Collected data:
——————————

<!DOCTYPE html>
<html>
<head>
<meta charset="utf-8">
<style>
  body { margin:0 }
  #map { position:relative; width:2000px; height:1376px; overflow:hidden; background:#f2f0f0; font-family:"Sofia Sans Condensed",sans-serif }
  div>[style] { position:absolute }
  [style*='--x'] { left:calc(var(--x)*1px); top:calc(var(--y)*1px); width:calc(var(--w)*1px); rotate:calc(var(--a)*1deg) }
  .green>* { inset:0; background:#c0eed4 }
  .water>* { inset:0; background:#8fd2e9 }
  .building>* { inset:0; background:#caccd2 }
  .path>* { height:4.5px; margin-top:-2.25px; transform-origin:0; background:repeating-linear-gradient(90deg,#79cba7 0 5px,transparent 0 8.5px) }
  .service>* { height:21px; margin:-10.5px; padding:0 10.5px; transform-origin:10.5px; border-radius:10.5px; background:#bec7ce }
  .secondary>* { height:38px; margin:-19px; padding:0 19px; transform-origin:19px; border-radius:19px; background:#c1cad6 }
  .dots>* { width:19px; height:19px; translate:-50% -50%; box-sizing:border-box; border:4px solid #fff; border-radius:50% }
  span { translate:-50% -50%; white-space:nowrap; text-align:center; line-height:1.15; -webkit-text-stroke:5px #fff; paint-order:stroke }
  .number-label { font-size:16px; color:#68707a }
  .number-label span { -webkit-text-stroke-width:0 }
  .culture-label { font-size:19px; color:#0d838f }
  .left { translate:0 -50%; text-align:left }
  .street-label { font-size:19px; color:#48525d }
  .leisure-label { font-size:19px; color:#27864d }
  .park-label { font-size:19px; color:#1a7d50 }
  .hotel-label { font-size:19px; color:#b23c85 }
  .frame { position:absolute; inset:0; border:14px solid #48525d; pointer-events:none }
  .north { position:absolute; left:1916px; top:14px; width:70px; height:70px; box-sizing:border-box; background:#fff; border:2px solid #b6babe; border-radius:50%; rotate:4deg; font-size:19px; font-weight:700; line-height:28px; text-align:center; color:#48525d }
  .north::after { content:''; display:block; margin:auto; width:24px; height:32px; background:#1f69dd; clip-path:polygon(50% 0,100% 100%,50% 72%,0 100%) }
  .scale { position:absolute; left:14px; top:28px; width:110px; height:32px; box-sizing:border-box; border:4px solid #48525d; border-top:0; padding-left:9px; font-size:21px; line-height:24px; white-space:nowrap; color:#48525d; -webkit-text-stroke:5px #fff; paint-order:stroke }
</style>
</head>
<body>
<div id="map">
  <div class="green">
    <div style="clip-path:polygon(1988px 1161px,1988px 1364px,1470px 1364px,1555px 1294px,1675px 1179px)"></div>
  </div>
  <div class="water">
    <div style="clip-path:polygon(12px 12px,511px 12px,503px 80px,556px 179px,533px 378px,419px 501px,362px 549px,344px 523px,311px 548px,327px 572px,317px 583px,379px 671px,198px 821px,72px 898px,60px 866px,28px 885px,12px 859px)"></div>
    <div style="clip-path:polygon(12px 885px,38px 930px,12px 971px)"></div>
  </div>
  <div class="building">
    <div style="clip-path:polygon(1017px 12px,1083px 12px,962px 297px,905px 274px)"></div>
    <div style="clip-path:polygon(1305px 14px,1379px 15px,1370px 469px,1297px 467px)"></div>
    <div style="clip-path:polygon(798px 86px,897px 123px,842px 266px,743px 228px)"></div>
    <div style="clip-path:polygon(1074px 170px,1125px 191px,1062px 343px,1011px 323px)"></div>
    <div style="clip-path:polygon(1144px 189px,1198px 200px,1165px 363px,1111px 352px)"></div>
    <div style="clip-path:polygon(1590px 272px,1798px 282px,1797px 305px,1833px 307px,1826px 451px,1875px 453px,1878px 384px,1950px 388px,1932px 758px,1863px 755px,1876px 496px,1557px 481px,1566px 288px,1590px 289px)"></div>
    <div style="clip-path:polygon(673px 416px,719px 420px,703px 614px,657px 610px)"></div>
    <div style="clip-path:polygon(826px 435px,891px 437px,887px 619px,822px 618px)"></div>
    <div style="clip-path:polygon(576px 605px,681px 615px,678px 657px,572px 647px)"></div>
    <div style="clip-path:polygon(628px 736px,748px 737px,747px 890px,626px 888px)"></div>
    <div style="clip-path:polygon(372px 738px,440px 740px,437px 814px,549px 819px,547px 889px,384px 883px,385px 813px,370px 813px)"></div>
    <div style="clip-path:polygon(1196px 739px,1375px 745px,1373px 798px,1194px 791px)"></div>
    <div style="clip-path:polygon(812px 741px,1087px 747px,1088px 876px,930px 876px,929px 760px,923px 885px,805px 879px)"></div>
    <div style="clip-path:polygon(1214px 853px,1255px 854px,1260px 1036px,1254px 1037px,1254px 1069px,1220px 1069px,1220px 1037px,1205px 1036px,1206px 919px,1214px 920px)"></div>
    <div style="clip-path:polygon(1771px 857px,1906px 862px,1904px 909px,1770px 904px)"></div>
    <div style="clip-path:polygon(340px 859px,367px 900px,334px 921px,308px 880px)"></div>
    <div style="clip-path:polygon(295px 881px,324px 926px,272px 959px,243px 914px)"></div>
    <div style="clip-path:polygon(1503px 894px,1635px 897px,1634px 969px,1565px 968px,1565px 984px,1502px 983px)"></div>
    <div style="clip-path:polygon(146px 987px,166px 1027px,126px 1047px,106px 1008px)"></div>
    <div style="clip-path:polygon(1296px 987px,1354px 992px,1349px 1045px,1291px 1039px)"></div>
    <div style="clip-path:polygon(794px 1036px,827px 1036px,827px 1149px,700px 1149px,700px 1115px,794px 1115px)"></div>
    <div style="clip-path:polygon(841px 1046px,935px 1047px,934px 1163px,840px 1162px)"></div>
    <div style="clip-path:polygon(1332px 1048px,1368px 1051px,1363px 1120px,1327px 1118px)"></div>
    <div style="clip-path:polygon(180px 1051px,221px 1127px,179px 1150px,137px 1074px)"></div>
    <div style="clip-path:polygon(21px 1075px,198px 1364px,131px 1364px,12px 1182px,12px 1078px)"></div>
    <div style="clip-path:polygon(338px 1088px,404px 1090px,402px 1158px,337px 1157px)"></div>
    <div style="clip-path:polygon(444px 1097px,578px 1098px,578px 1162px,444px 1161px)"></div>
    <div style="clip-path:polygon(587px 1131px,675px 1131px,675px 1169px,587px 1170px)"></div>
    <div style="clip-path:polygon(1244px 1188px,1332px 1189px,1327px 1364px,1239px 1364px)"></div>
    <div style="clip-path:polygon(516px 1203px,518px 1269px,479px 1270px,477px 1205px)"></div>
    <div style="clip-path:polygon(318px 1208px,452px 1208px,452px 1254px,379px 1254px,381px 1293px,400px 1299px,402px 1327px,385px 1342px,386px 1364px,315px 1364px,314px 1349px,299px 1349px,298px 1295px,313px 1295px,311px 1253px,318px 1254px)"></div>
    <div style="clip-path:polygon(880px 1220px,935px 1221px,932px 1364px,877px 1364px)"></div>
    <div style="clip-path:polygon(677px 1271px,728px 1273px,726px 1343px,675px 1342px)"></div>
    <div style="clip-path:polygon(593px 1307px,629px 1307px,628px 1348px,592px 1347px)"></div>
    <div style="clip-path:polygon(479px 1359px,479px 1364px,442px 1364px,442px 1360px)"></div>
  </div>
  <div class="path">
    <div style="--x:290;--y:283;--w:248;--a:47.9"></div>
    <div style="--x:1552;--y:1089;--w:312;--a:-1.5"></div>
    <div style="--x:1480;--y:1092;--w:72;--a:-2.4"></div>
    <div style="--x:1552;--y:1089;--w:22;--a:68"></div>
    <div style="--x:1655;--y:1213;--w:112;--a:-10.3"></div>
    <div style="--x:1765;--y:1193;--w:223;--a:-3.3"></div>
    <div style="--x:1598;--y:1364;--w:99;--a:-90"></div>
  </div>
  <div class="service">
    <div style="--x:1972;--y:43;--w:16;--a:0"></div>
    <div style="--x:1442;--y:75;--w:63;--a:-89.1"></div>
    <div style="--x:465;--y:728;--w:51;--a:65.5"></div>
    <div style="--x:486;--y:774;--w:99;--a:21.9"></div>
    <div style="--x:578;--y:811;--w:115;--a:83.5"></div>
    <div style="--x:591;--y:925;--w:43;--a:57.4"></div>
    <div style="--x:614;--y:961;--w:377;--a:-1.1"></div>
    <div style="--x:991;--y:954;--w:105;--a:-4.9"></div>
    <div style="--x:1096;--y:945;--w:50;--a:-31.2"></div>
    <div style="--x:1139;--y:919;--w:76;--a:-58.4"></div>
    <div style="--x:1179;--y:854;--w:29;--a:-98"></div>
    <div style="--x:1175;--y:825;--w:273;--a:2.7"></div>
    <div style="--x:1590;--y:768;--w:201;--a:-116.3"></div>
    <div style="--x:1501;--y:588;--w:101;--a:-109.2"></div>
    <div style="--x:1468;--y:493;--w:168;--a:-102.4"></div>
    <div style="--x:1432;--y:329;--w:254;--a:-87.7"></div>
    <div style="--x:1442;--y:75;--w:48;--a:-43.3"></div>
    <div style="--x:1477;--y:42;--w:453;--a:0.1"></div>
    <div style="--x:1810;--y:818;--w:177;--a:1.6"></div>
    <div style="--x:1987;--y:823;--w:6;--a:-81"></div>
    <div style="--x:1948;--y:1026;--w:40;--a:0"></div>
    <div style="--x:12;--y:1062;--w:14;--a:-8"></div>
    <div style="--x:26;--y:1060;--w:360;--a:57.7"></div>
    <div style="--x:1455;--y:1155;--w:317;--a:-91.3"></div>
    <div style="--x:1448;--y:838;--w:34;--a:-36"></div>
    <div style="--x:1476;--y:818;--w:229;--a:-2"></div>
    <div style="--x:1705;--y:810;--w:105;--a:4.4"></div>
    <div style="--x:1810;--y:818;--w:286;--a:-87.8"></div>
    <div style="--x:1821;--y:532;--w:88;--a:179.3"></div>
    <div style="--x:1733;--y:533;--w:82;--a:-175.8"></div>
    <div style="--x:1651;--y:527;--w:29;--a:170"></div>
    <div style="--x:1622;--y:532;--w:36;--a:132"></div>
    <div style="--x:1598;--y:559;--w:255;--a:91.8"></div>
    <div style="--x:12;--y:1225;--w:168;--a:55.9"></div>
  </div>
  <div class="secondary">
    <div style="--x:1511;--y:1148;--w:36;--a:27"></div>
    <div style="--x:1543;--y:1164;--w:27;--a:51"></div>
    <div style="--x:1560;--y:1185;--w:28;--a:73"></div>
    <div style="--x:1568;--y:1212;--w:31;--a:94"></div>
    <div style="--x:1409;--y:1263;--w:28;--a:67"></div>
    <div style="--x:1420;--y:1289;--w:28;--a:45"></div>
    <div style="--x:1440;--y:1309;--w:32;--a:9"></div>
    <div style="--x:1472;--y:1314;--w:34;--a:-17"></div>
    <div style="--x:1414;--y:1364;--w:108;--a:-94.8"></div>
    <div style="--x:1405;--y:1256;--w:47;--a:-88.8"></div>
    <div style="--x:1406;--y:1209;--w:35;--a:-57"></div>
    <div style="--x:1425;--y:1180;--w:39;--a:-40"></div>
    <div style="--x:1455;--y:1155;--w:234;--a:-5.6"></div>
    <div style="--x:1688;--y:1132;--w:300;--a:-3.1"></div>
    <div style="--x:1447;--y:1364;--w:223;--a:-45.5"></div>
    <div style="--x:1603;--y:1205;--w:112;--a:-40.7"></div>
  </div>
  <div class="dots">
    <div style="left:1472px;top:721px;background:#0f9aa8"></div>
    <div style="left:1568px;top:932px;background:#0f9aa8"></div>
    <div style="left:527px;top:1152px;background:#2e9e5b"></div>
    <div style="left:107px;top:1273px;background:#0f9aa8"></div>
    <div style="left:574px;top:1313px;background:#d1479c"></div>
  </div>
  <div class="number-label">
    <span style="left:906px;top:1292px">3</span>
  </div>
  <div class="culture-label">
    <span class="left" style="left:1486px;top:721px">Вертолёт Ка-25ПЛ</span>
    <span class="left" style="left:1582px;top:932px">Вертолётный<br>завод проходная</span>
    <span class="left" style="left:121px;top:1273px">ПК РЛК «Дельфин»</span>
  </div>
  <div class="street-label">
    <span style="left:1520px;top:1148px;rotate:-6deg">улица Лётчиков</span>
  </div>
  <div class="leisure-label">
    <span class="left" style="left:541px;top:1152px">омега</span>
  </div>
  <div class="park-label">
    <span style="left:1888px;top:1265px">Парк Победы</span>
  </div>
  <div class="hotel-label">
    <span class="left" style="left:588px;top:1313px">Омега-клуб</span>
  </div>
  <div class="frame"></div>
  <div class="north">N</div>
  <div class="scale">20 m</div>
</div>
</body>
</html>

——————————

• **Exercise directions**
Please report every line among the entries that includes "service".

• **Task response**
  .service>* { height:21px; margin:-10.5px; padding:0 10.5px; transform-origin:10.5px; border-radius:10.5px; background:#bec7ce }
  <div class="service">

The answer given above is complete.